Saved data entries:
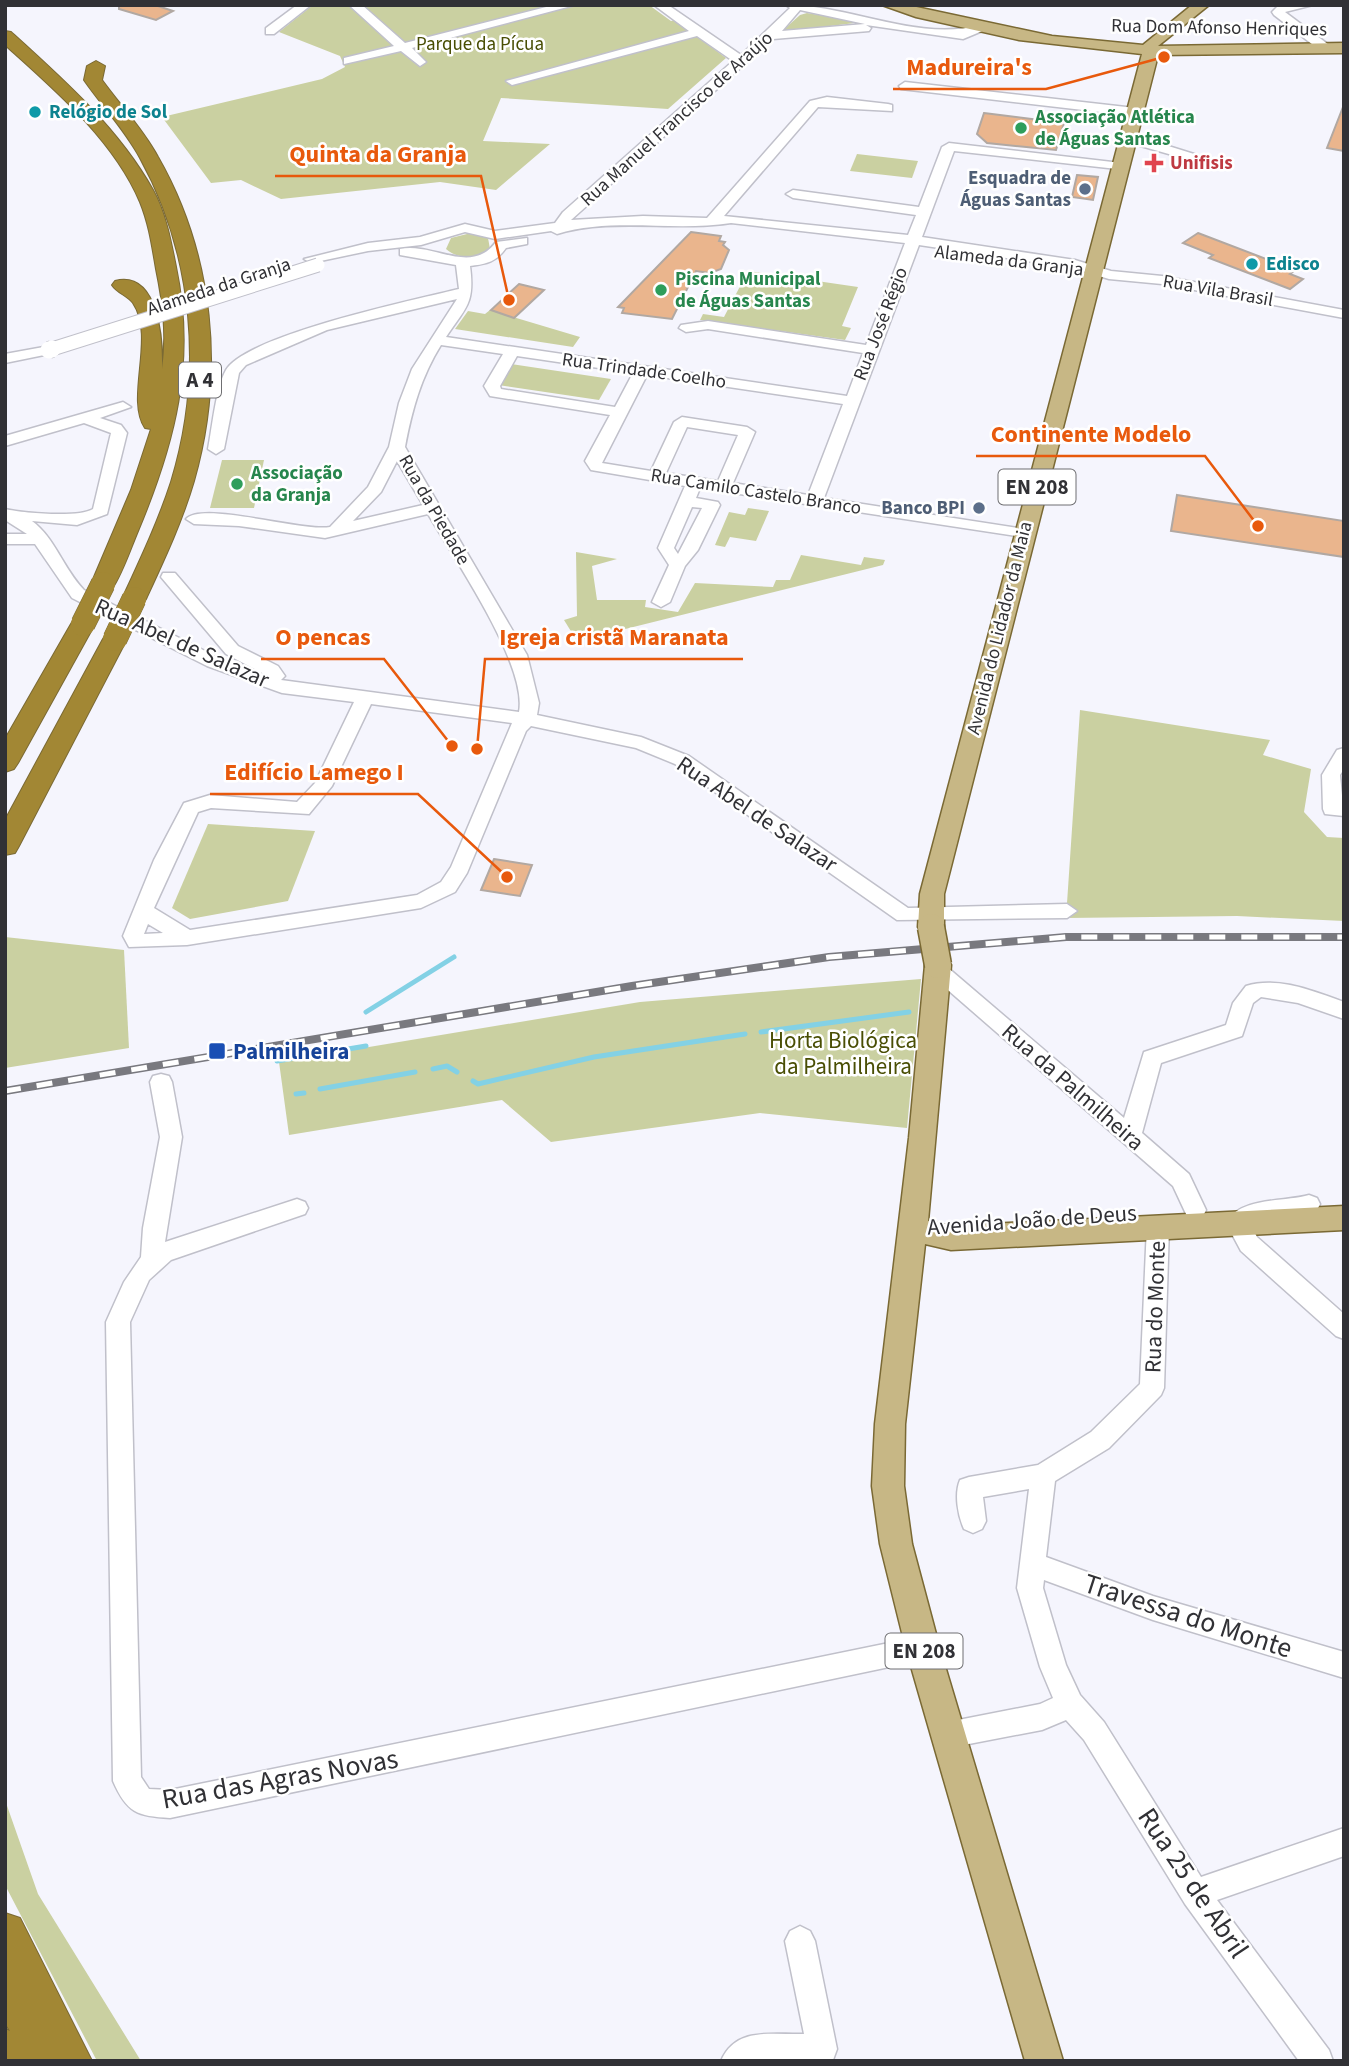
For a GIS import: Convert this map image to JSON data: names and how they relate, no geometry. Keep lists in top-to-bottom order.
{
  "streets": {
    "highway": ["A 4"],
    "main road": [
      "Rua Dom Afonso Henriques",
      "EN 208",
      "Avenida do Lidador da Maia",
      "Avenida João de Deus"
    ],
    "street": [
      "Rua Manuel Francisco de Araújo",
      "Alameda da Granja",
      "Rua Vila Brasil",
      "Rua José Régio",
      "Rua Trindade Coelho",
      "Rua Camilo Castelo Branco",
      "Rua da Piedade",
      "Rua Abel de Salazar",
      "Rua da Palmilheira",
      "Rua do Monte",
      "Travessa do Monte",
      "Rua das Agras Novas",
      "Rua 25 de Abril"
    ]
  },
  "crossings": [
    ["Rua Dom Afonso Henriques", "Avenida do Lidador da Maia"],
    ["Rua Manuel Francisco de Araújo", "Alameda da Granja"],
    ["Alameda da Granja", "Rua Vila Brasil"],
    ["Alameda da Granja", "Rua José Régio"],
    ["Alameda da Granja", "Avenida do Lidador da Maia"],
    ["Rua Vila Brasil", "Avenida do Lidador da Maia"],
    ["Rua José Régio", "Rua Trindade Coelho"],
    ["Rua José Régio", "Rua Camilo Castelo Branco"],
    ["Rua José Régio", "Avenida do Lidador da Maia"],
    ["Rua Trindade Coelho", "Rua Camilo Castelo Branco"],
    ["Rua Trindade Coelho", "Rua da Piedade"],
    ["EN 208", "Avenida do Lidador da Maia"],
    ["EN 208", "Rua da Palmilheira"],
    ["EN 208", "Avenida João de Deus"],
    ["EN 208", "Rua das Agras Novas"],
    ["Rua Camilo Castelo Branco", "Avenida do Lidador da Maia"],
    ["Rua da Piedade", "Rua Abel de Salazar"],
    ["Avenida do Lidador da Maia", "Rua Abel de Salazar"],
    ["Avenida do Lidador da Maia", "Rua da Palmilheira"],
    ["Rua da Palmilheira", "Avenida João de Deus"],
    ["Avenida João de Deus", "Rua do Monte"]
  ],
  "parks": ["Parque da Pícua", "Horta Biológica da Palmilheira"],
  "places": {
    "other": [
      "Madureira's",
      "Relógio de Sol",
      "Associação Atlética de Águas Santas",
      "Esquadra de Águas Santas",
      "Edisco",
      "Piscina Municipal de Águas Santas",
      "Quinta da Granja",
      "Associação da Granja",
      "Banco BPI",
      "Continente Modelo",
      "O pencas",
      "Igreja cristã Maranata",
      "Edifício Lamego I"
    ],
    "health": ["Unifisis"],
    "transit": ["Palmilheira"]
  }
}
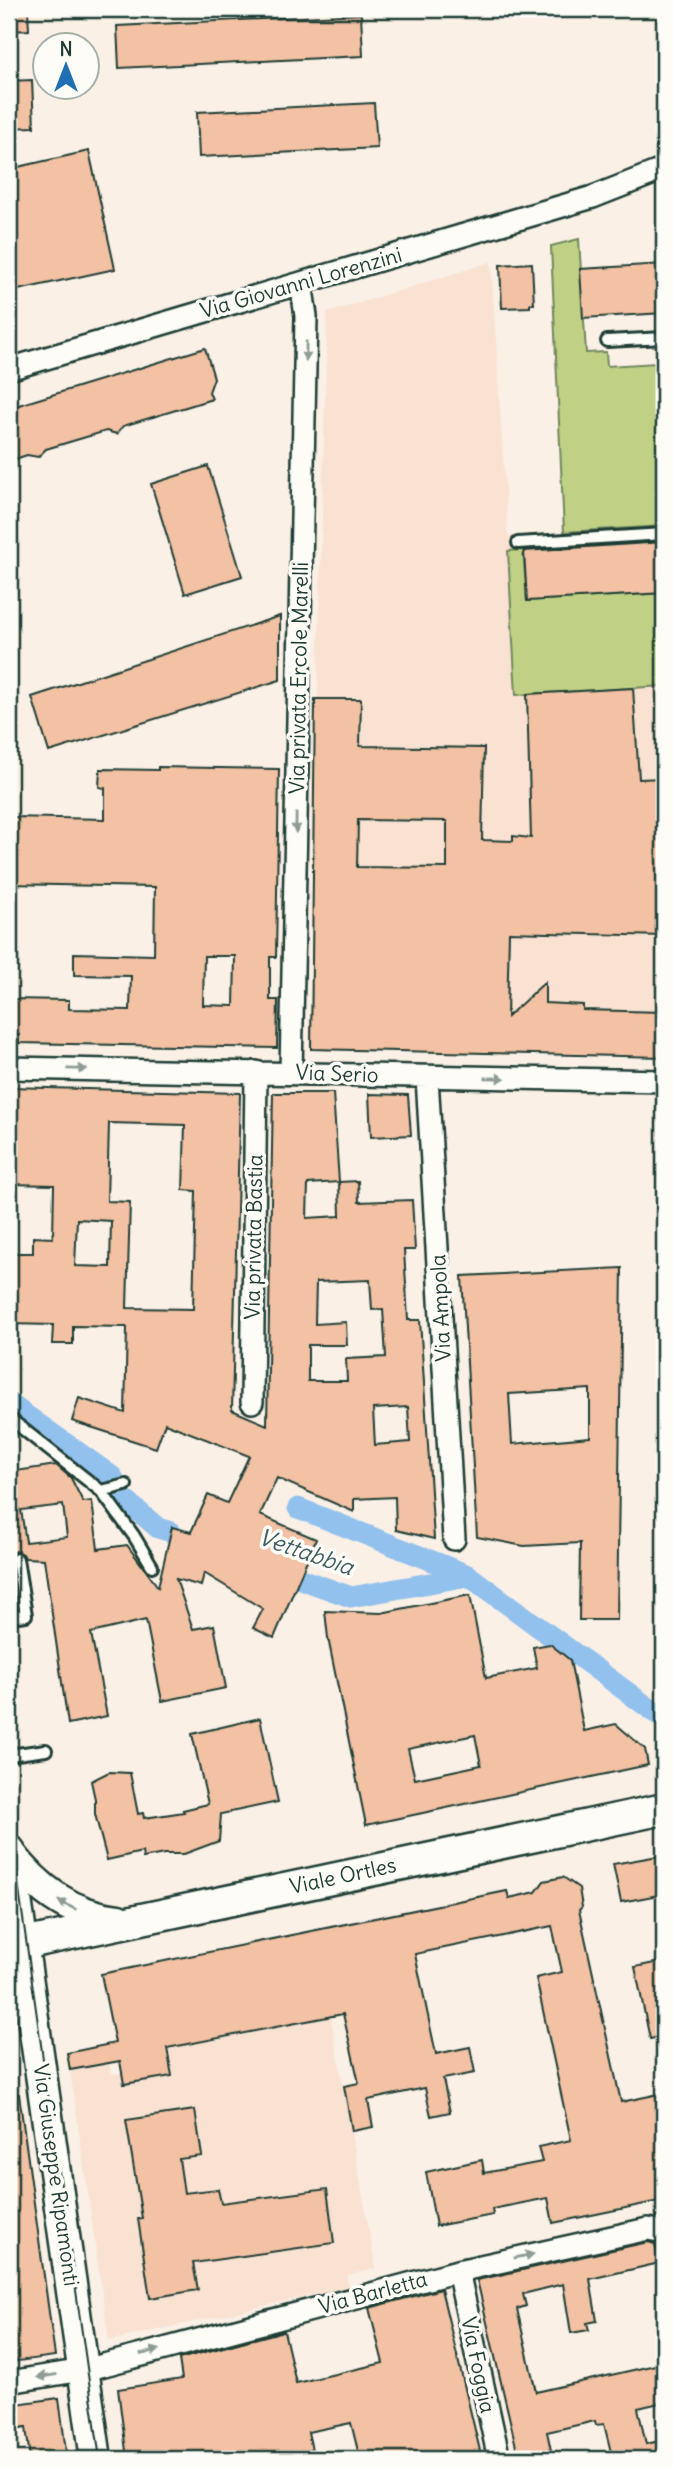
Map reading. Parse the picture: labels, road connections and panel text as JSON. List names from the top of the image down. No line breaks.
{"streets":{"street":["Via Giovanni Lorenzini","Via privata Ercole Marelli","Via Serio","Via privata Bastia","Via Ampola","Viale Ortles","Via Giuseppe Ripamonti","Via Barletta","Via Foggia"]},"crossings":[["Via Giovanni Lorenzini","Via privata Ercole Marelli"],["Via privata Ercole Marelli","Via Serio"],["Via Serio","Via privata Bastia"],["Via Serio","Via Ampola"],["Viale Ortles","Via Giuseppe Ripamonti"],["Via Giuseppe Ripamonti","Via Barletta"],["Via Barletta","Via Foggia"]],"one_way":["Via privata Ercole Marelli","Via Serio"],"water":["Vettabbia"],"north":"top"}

■ **TASK INSTRUCTIONS**: Each line of the entries above that contains "João" must be copied into the answer.

■ **TASK ANSWER**:
      "Avenida João de Deus"
    ["EN 208", "Avenida João de Deus"],
    ["Rua da Palmilheira", "Avenida João de Deus"],
    ["Avenida João de Deus", "Rua do Monte"]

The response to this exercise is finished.